Whitehaven CEO Lee Butterworth has revealed that the schedule for the newly-merged Championship is likely to be based on seedings, not geographical location: and admits there is ‘no perfect solution’ to the issue.
The Championship and League 1 will come together to make a huge 21-team competition in 2026. However, it is impossible for each team to play every other home and away, as that would yield a 40-game season.
Instead, there will be a 24-game season which will lead to every club playing a chosen ten home and away, along with four bonus loop fixtures.
It had been suggested that would be based on geography, with each club playing its ten closest on a map home and away. However, as Love Rugby League reported last month, the favourite for the schedule choice is one based on seedings, with clubs playing what are deemed to be the most competitive fixtures for them.
That was confirmed by Butterworth on Whitehaven’s Facebook channel on Monday night, as he confirmed their league seeding of 19 out of the 21 teams means they will mainly face teams who are also in the bottom portion of the seedings.
He said: “It’s 21 teams next year in the Championship from what we’ve heard, and you can’t play 21 teams home and away. It’s like the Champions League in football, you’re going to be in and around teams based on your level.
“Where we finished last year, which was 8th in League 1, we’ll be seeded 19th of the 21 teams. There’s going to be ten home games against teams around your level.
“So if you were in the middle of the table it’ll be five above you and five below you, they’re your standard games. There’s then two extra home games when.. the RFL are trying to find the most compelling games. For us, chances are it’ll be Workington and Barrow. If three Cumbrian teams are playing each other it’s fantastic for all three clubs because it’s bigger gates and less travel.”
That means it is possible a team at the bottom of League 1 this year has a theoretical better chance of wining the Championship – because they will play seemingly poorer sides than those who finished in the upper echelons of the second tier. Oldham, for example, would play games against the likes of Halifax and Widnes and play no low-ranked League 1 teams from 2025.
And Butterworth admitted it is a difficult balancing act to get right.
He said: “If we won every game playing lower-level teams, Whitehaven would win the league. It seems crazy and it will devalue the League Leaders’ Shield because someone could be seeded bottom – Newcastle, for example, are combined with York, so they bring a lot of good players in and they’re seeded bottom. They win the league.

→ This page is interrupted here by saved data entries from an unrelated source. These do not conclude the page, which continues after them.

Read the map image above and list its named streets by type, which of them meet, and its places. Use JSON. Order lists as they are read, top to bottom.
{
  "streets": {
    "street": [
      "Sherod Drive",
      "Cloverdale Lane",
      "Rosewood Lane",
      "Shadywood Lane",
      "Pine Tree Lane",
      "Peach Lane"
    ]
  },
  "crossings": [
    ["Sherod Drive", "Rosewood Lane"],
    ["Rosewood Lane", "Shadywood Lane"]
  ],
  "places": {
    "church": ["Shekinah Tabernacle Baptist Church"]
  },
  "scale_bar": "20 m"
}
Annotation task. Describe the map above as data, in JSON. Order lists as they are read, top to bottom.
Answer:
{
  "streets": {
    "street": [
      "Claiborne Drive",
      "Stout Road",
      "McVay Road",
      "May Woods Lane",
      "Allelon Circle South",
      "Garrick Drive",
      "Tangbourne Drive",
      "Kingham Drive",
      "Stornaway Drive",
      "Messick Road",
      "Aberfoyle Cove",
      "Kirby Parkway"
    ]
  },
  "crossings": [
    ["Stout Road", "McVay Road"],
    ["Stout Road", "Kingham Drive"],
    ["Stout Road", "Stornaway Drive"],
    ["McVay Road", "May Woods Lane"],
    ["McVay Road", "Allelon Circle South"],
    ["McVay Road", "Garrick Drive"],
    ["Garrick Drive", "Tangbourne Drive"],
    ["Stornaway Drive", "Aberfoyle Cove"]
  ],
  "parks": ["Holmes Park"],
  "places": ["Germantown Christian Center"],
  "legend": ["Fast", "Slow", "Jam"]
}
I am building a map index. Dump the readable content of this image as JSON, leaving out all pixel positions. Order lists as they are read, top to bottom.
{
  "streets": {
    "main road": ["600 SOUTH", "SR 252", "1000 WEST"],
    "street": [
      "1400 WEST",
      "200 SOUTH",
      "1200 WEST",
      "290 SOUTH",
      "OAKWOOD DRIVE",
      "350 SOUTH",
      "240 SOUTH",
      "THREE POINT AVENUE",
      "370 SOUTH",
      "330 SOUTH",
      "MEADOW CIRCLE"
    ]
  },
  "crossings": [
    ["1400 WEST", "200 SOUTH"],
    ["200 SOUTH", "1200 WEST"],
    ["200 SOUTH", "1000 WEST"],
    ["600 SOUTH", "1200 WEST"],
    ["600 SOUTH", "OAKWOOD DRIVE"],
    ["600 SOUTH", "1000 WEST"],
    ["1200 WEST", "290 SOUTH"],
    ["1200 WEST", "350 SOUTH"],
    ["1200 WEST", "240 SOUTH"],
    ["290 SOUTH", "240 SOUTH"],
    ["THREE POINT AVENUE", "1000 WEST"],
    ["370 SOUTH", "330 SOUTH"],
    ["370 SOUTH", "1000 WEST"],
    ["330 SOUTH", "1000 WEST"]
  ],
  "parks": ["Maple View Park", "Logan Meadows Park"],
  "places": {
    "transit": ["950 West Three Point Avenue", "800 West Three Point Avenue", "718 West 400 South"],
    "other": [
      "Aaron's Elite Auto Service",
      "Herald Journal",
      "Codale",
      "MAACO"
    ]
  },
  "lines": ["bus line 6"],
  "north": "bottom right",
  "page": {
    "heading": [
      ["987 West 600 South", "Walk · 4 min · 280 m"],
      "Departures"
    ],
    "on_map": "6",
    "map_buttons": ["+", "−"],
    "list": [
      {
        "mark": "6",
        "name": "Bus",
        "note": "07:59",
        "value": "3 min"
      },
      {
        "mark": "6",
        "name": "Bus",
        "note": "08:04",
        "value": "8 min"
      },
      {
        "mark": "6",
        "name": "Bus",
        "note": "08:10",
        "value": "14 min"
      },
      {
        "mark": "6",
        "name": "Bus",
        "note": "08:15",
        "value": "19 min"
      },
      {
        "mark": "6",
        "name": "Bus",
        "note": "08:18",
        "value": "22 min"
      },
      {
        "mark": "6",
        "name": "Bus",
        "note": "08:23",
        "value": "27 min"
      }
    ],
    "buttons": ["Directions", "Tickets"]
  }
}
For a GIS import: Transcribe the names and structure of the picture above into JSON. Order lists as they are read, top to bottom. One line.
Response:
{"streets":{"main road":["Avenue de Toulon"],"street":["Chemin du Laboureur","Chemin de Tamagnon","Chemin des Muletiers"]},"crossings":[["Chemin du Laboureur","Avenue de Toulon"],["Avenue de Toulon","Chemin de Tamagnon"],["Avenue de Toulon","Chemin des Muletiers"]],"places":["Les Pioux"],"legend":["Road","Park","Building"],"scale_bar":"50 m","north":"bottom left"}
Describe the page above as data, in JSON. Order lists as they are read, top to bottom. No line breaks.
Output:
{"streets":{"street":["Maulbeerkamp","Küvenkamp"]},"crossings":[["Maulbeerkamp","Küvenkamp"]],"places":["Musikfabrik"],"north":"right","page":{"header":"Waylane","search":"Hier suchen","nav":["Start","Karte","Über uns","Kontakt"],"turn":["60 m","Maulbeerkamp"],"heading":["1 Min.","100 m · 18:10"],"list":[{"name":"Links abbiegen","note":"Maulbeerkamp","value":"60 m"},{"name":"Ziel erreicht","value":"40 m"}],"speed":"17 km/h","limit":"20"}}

“We’re a League 1 club struggling from last year and now all of a sudden we’re in the Championship and how do we compete? There was talk about putting a more realistic salary cap on but if London are wanting to get in Super League next year, they need to spend the full cap and build a realistic team where if they do well, they can compete in Super League.
“There’s no perfect solution. We’re playing teams around us who have smaller budgets like ourselves and the bigger teams are playing the better performing teams, but they’ve all got big budgets. The teams that will miss out are the ones in the middle who have the not so bigger budgets and they go up against the better teams.
“We’ve got a smaller budget but we’re playing teams with similar budgets.”